Purpose of Analysis

As a BAIS major and baseball player at Xavier, I wanted to combine these interests to analyze Major League Baseball data over the past decade. Specifically, I’m interested in trends in home runs and strikeouts, hypothesizing that both have increased due to the focus on power hitting.

Data Scraping and Cleaning

The data was scraped from Baseball Reference, which provides comprehensive statistics on Major League Baseball. To collect the data, I wrote a script that automatically fetched team statistics for each year from 2013 to 2023. The script accessed the webpage for each year, extracted the table with team statistics, and saved this information. This process was repeated for each year to build a complete dataset spanning over a decade.

My dataset initially included a range of team statistics, but I focused specifically on cleaning and structuring data related to home runs (HR) and strikeouts (SO).

First, I encountered an issue with the HR and SO columns being read as character strings due to the presence of non-numeric characters. To resolve this, I applied a function to strip out any non-digits and then converted these columns into numeric data types. This step was helped in enabling accurate statistical calculations later in the analysis.

Next, I filtered out rows where the team information was missing or marked incorrectly with the placeholder ‘Tm’. This ensured that all data used in the analysis was associated with actual MLB teams. Additionally, I decided to exclude the data from the year 2020 due to the season’s shortened length, which could potentially skew the analysis of trends over the years.

Here is a link to my scraped data: https://myxavier-my.sharepoint.com/:x:/g/personal/depreym_xavier_edu/EbycesGrxDNDiUvBm8vQspwBPTqNf_nQ3GDtPgD1d9m0fQ

Analysis and Visualization

I focused on visually representing the trends observed in the home runs (HR) and strikeouts (SO) over the last decade using data from Major League Baseball. Creating these visualizations allowed me to better understand and communicate the patterns and relationships within the data.

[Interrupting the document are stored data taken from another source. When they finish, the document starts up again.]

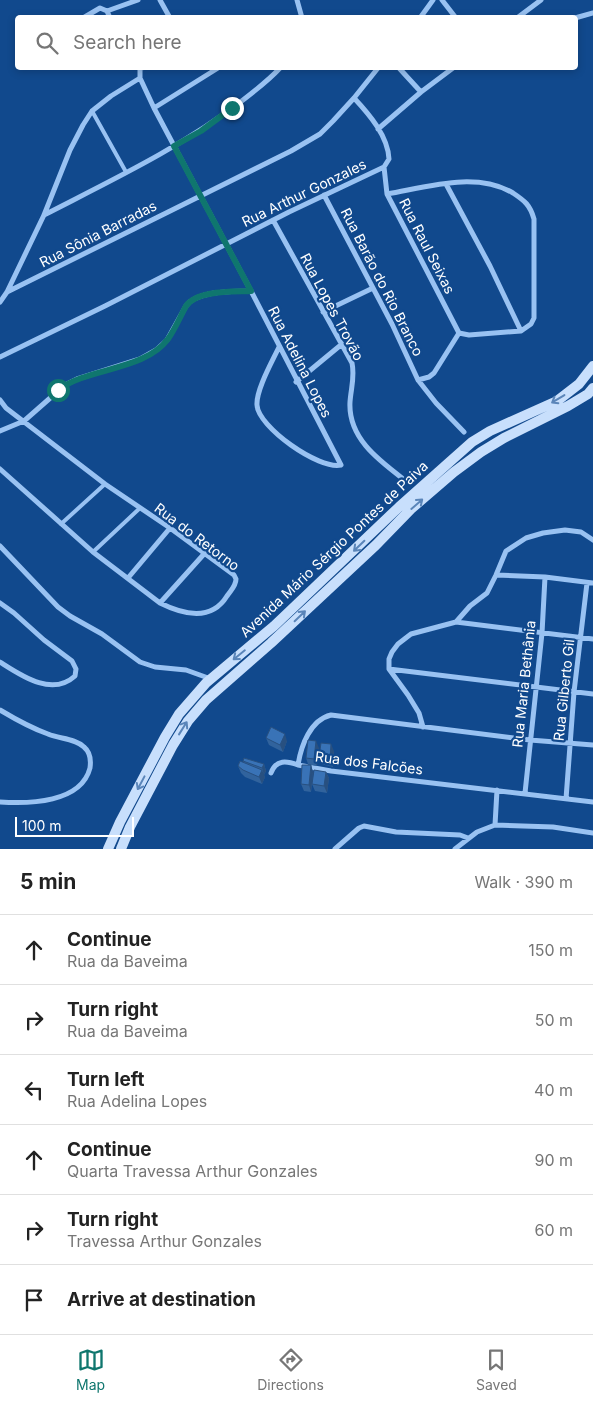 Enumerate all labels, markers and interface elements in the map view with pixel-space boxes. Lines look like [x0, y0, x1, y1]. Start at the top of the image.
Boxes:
search box [15, 15, 578, 70]
icon: search [33, 29, 61, 57]
text: Search here [73, 31, 182, 54]
route end [221, 97, 244, 120]
street label: Rua Arthur Gonzales [239, 155, 369, 230]
street label: Rua Raul Seixas [396, 195, 459, 296]
street label: Rua Sônia Barradas [36, 197, 159, 270]
street label: Rua Barão do Rio Branco [338, 205, 427, 359]
street label: Rua Lopes Trovão [297, 250, 368, 363]
street label: Rua Adelina Lopes [265, 303, 336, 420]
route start [47, 379, 70, 402]
one-way arrow [551, 395, 565, 405]
street label: Avenida Mário Sérgio Pontes de Paiva [236, 457, 431, 640]
one-way arrow [411, 498, 424, 509]
street label: Rua do Retorno [151, 499, 243, 574]
one-way arrow [352, 540, 365, 552]
one-way arrow [294, 610, 306, 622]
street label: Rua Maria Bethânia [508, 619, 539, 748]
street label: Rua Gilberto Gil [550, 638, 577, 742]
one-way arrow [232, 650, 245, 661]
one-way arrow [179, 721, 189, 735]
street label: Rua dos Falcões [314, 747, 424, 778]
one-way arrow [136, 775, 145, 790]
scale bar [15, 814, 134, 837]
text: 100 m [22, 817, 62, 834]
text: 5 min [20, 869, 76, 894]
text: Walk · 390 m [474, 872, 573, 892]
text: Continue [67, 928, 152, 951]
icon: ahead [20, 936, 48, 964]
text: 150 m [528, 940, 573, 960]
text: Rua da Baveima [67, 951, 188, 971]
text: Turn right [67, 998, 158, 1021]
icon: right [20, 1006, 48, 1034]
text: 50 m [535, 1010, 573, 1030]
text: Rua da Baveima [67, 1021, 188, 1041]
text: Turn left [67, 1068, 145, 1091]
icon: left [20, 1076, 48, 1104]
text: 40 m [534, 1080, 573, 1100]
text: Rua Adelina Lopes [67, 1091, 207, 1111]
text: Continue [67, 1138, 152, 1161]
icon: ahead [20, 1146, 48, 1174]
text: 90 m [534, 1150, 573, 1170]
text: Quarta Travessa Arthur Gonzales [67, 1161, 318, 1181]
text: Turn right [67, 1208, 158, 1231]
icon: right [20, 1216, 48, 1244]
text: 60 m [534, 1220, 573, 1240]
text: Travessa Arthur Gonzales [67, 1231, 262, 1251]
icon: arrive [20, 1286, 48, 1314]
text: Arrive at destination [67, 1288, 256, 1311]
tab: Map [76, 1346, 105, 1393]
tab: Directions [257, 1346, 324, 1393]
tab: Saved [476, 1346, 517, 1393]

I started by plotting the annual totals of home runs and strikeouts. This was achieved through a line graph, where each line represented one of the variables over the years. The choice of a line graph was intentional, as it clearly illustrates the trend and progression of each statistic over time, making it easy to identify any significant changes or anomalies.

Next, I included a scatter plot with a regression line to explore the relationship between home runs and strikeouts. This visualization was particularly insightful as it highlighted whether increases in home runs could be associated with increases in strikeouts, providing a visual representation of the correlation between these two variables.

## [1] "Correlation between home runs and strikeouts: 0.847539563637121"
## `geom_smooth()` using formula = 'y ~ x'

Interpretation and Conclusion

The increase in both home runs and strikeouts suggests a shift towards power hitting in baseball strategies. The correlation analysis and scatter plot reinforce this trend, indicating that as teams hit more home runs, strikeouts also tend to increase. This might suggest that players are taking more risks at bat, aiming for home runs at the expense of potentially higher strikeout rates.

This comprehensive analysis helps to understand trends in baseball over the last decade, providing insights into how the game’s strategic elements have evolved.